Inadequate Urine Production
The conversion of anuric or oliguric stages of AKI to a non-oliguric state is been an important early goal for the medical management of AKI. Induction of an effective diuresis has potential to improve fluid and electrolyte imbalances, promote clearance of endogenous and exogenous toxins, and facilitate delivery of adjunctive therapies. Pharmacologic treatments to promote a diuresis continue to dominate the practice pattern for acute oliguric renal failure in animal patients. Their risks and contraindications are considered to be small, and they often are justified for management of other complications attending the AKI. Their use should never supplant judicious fluid and hemodynamic support, nor should they be provided as a rescue for excessive fluid administration.
Hypertonic mannitol (an osmotic diuretic) is used commonly for the prevention and management of oliguric forms of AKI in animals. In most clinical settings, mannitol is reported to have minimal therapeutic efficacy in the prevention or outcome of AKI. It also imposes potential adverse effects including fluid overload, hyperosmolality, increased renal oxygen consumption, volume depletion and hypernatremia. However, despite the absence of evidence-based justification, it has gained empirical recommendation when fluid therapy alone has failed to promote urine formation.
Loop diuretics (e.g., furosemide) are used nearly universally as a practice pattern in oliguric or anuric AKI without established evidence of their efficacy or benefit to improve outcomes. Nevertheless, furosemide has potential for adverse effects including: decrease effective blood volume and cardiac output, activation of the renin-angiotensin system, disruption of tubuloglomerular feedback, compromise renal perfusion and oxygen balance in the medulla, and promote additional injury. Current experience and evidence would challenge the rational use of furosemide or other loop diuretic to prevent or benefit the course of AKI or to improve outcomes for animals with oliguric forms of the disease.
Dopamine is a catecholamine with multiple dose-dependent actions in the kidney. Its major physiologic action is to alter renal vascular resistance, renal blood flow and distribution, and GFR and modulate sodium and water reabsorption along the nephron. The use of dopaminergic drugs has no clinical or experimental foundation and imposes potential risk. At a range of doses, dopamine can cause renal vasoconstriction, ventricular tachyarrhythmias, medullary hypoxia, and potential for myocardial, intestinal and renal ischemia. Fenoldopam can promote decreased systemic vascular resistance and hypotension. The narrow therapeutic margin and overlap in dosage effects, variable and uncertain elimination kinetics in AKI, and the variable sensitivity and binding affinities for catecholamines in uremic animals make their use risky.

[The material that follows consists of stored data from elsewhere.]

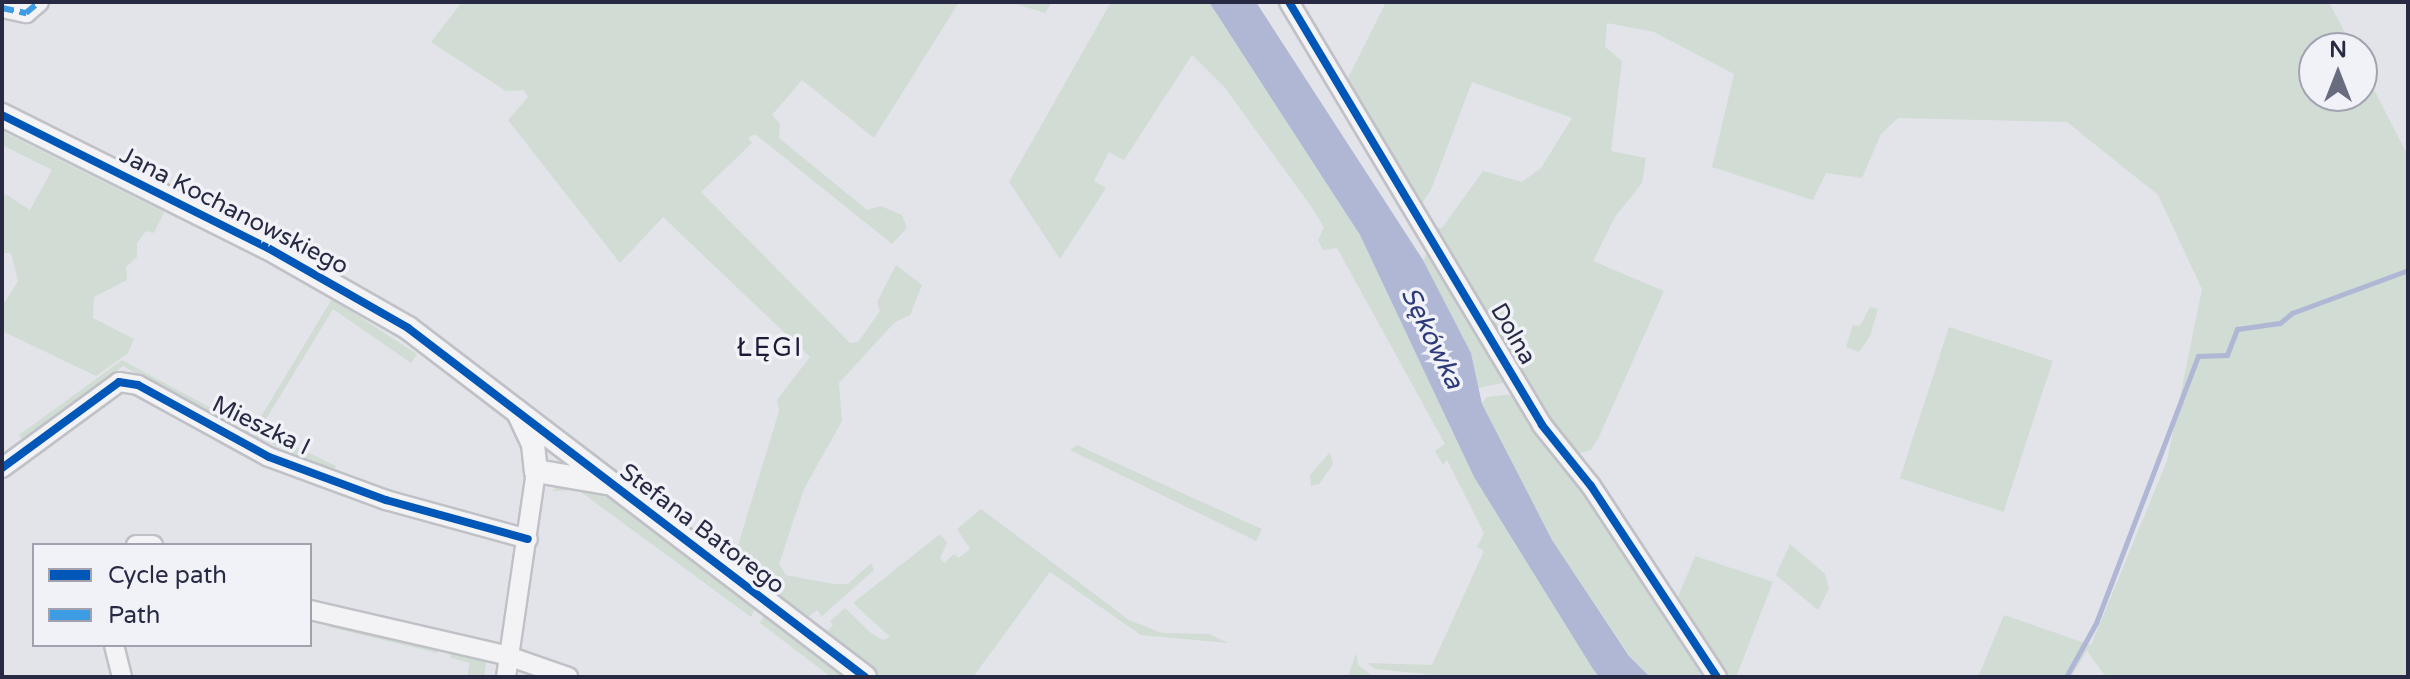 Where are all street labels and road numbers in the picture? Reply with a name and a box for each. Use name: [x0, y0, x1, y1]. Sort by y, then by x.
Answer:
street label: Jana Kochanowskiego: [115, 141, 353, 281]
street label: Dolna: [1484, 298, 1542, 370]
street label: Mieszka I: [207, 390, 315, 462]
street label: Stefana Batorego: [614, 458, 790, 600] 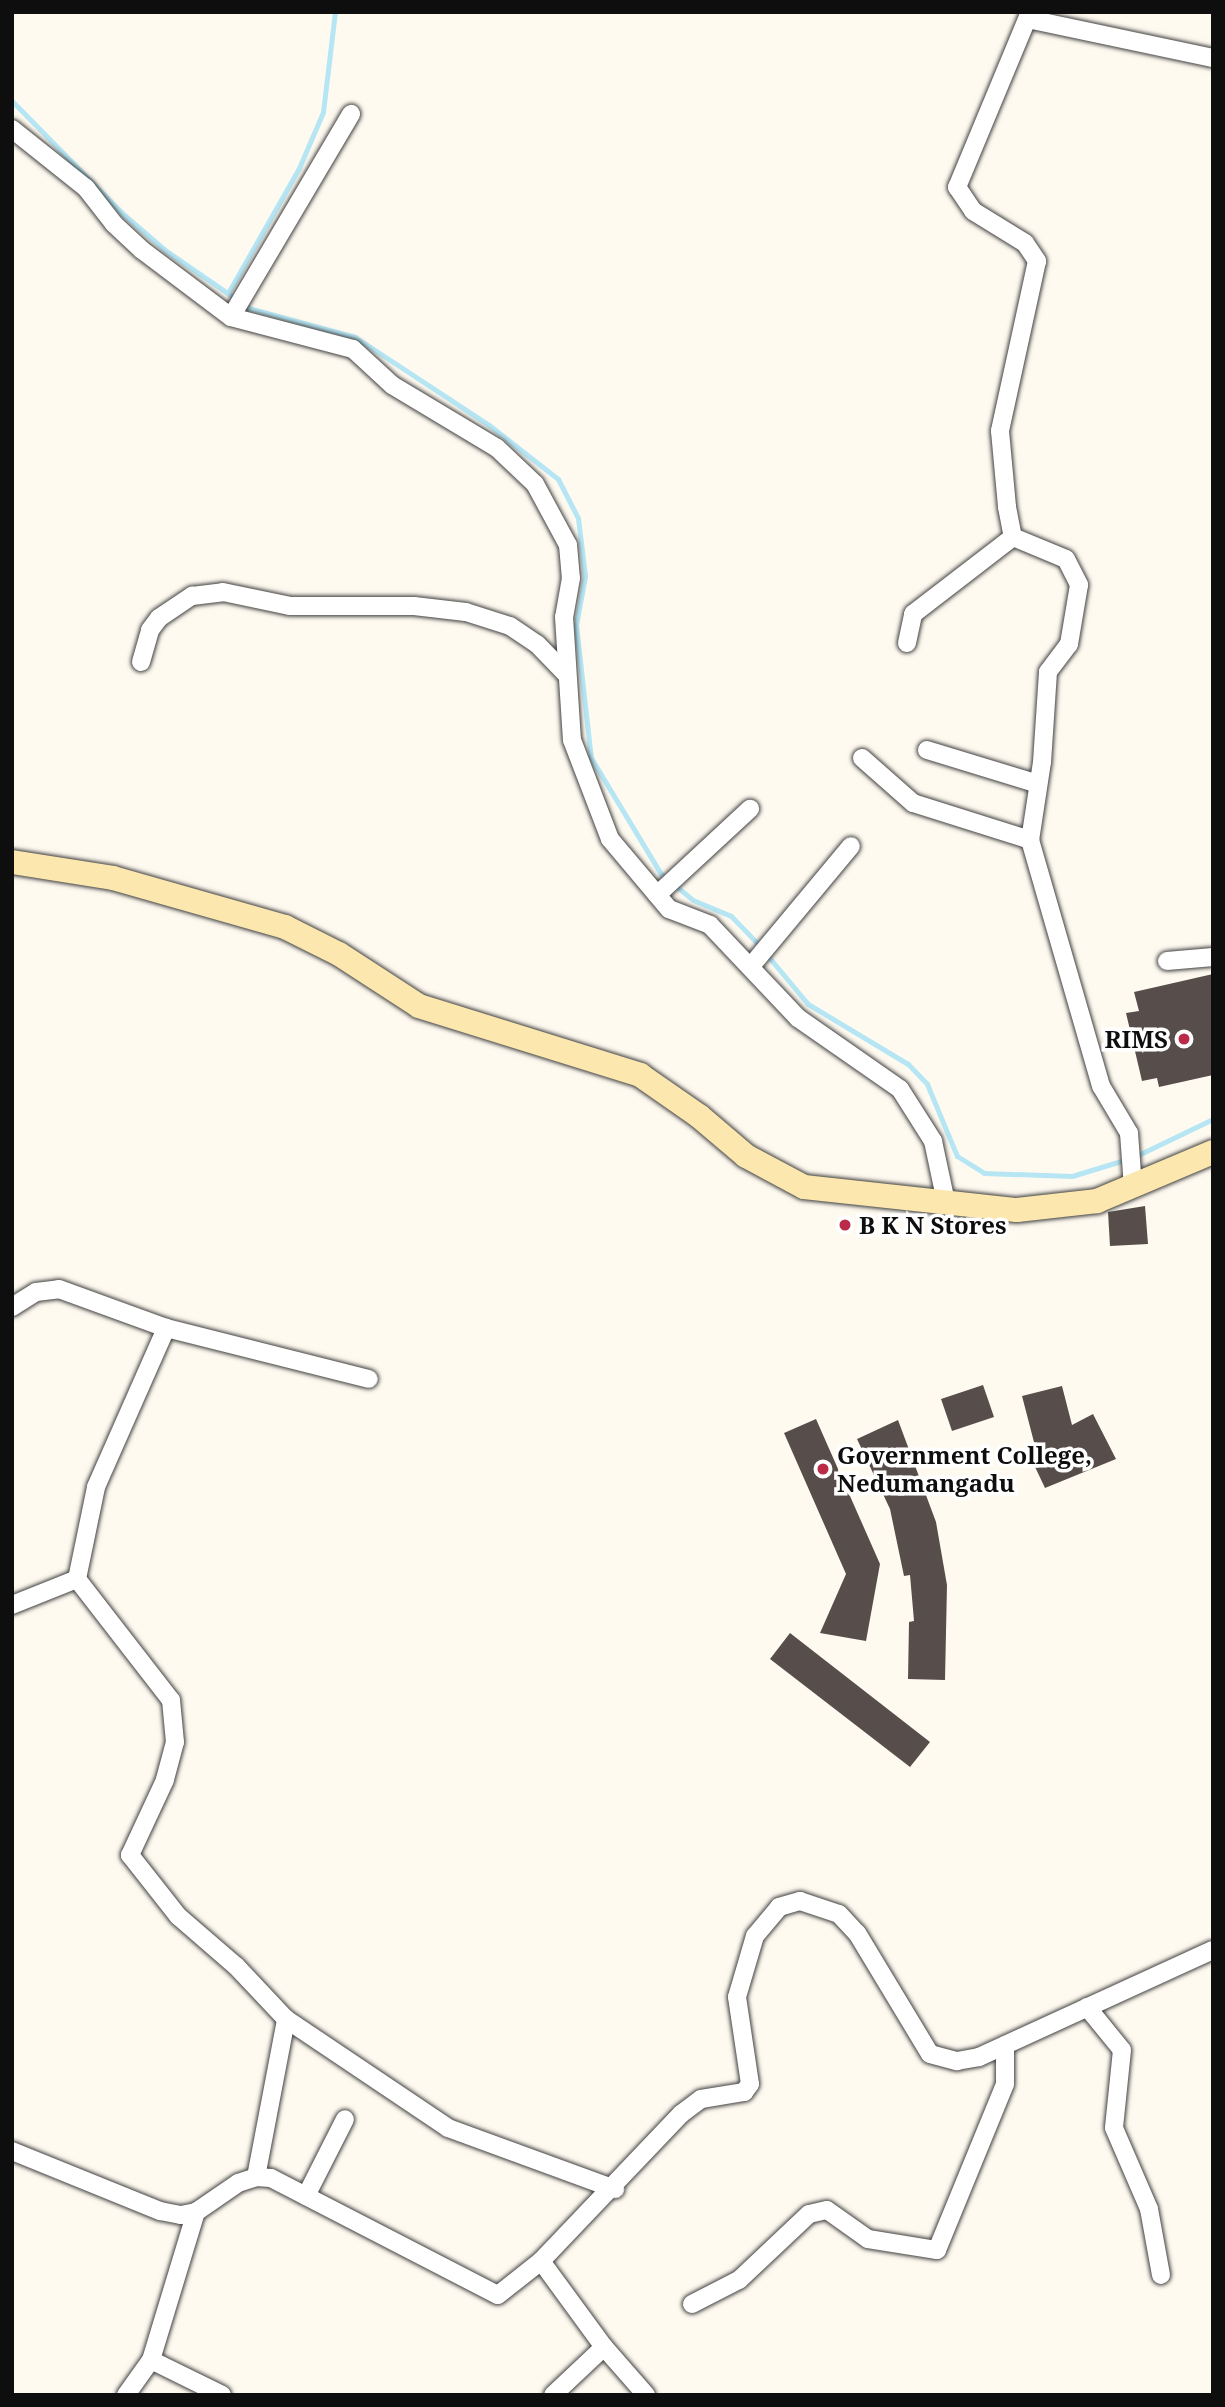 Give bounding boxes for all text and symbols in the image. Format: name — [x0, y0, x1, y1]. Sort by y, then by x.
place label: RIMS — [1105, 1025, 1168, 1053]
marker: RIMS — [1174, 1029, 1194, 1049]
place label: B K N Stores — [859, 1211, 1007, 1239]
marker: B K N Stores — [837, 1217, 853, 1233]
place label: Government College, Nedumangadu — [837, 1441, 1092, 1497]
marker: Government College, Nedumangadu — [815, 1461, 831, 1477] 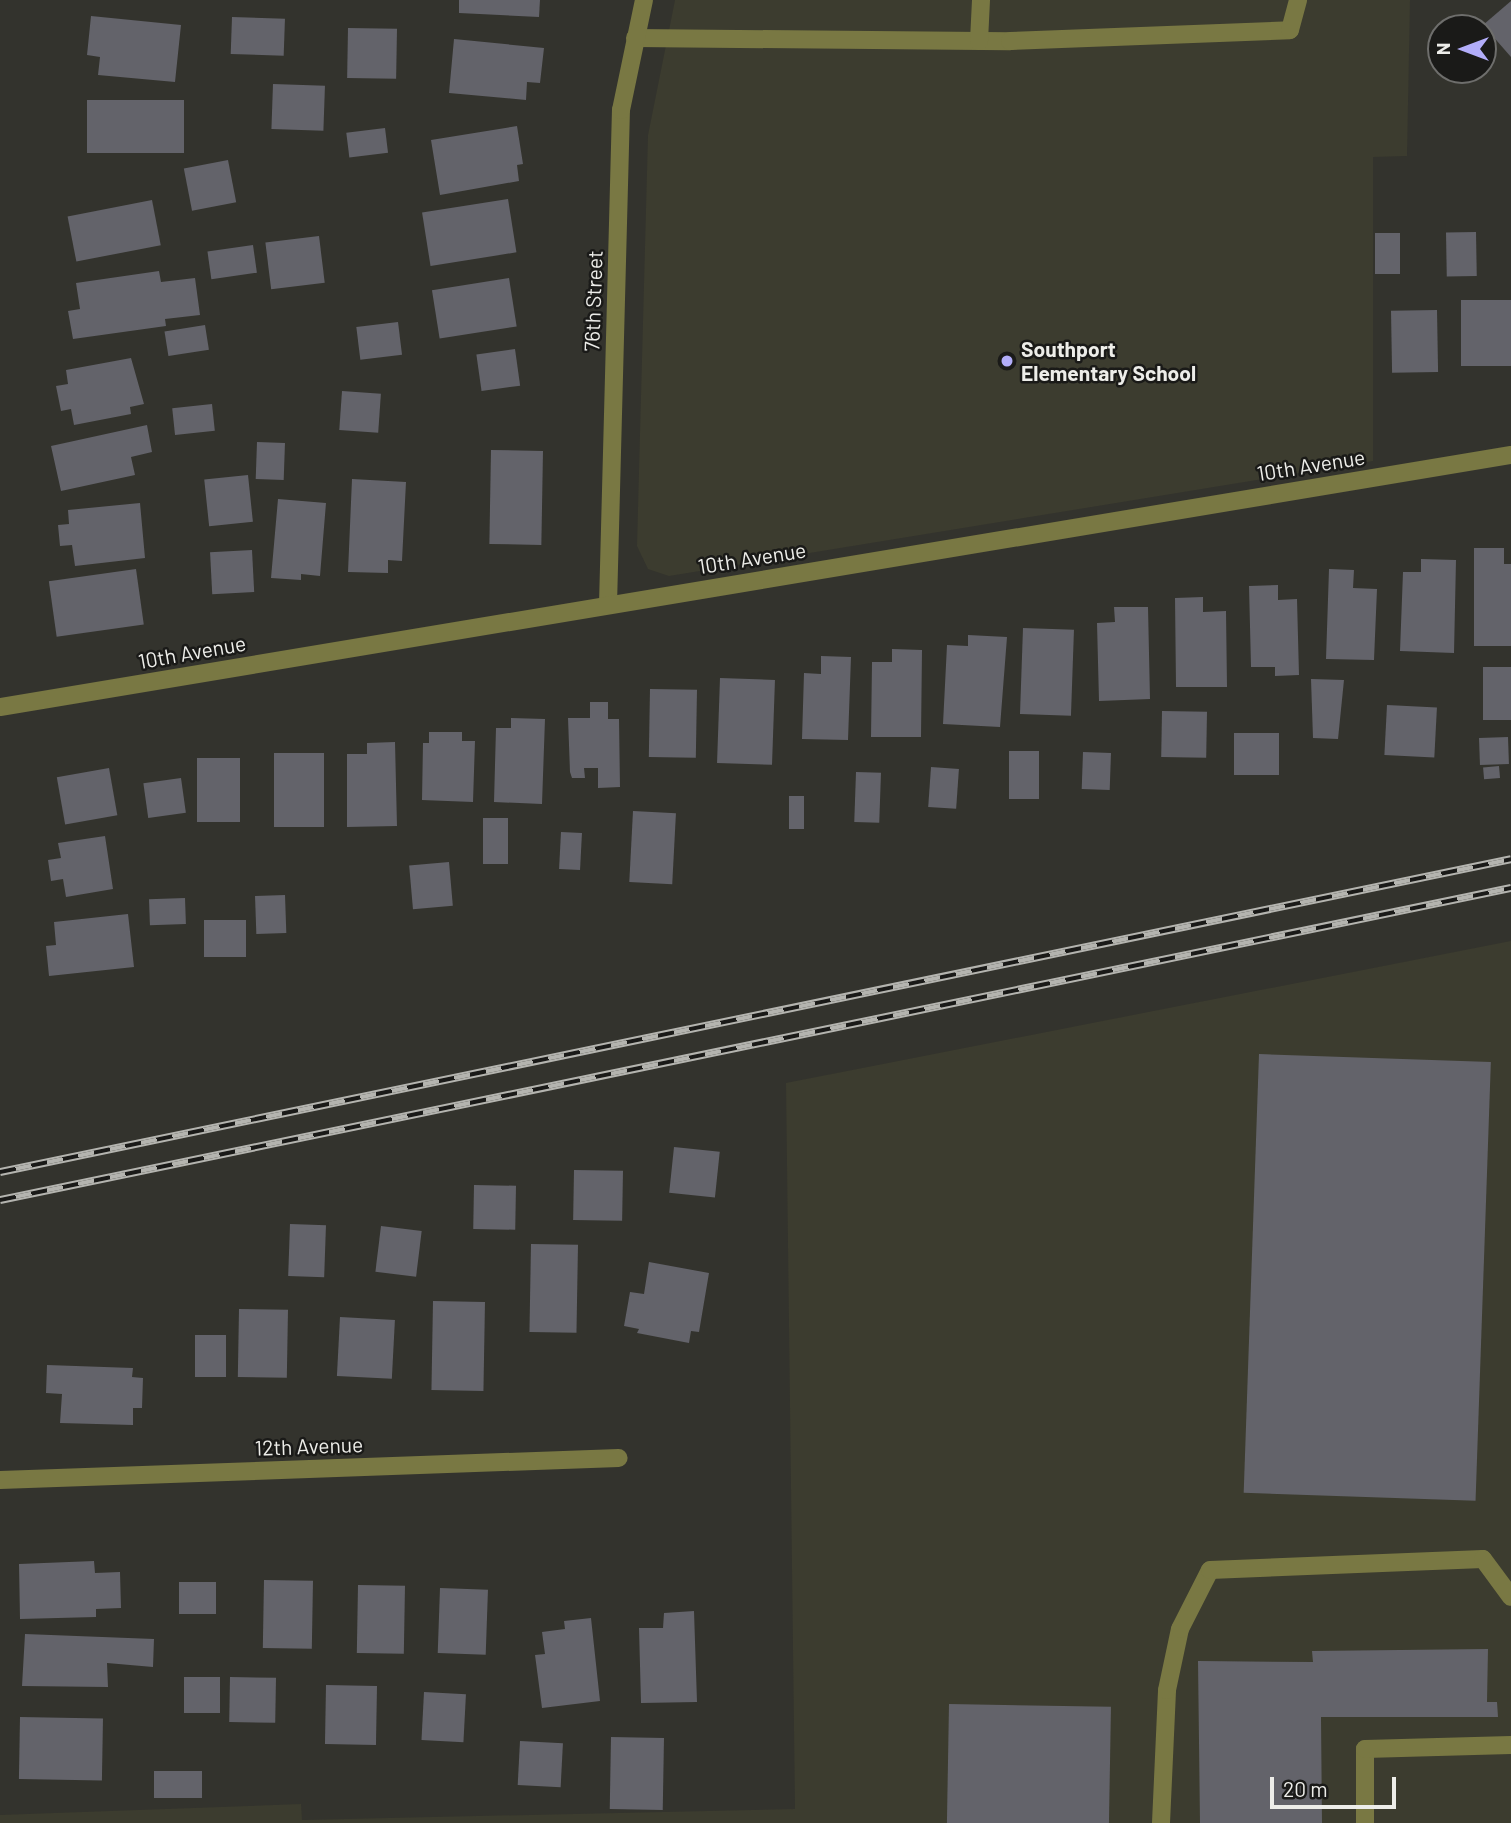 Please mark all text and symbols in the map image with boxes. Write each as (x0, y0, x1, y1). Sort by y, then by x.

The nutritional requirements of AKI are generally ignored but are fundamental to recovery and good outcomes. The goals of nutritional therapy are to meet the energy and nutrient requirements of the animal, correct protein-energy wasting, alleviate the azotemia, minimize disturbances in fluid, electrolyte, vitamin, mineral, and acid base balance, and aid renal regeneration and repair. Enteral tube feeding is the preferred route of nutritional support and is recommended in animals whose gastrointestinal health will tolerate feeding but fail to meet nutritional goals voluntarily. Esophageal feeding tubes are the most effective and safe enteral feeding device and generally are preferred over nasoesophageal or percutaneous gastrostomy tubes. Esophageal feeding tubes can be placed quickly under short general anesthesia and facilitate either short-term or indefinite feeding for dogs or cats with AKI.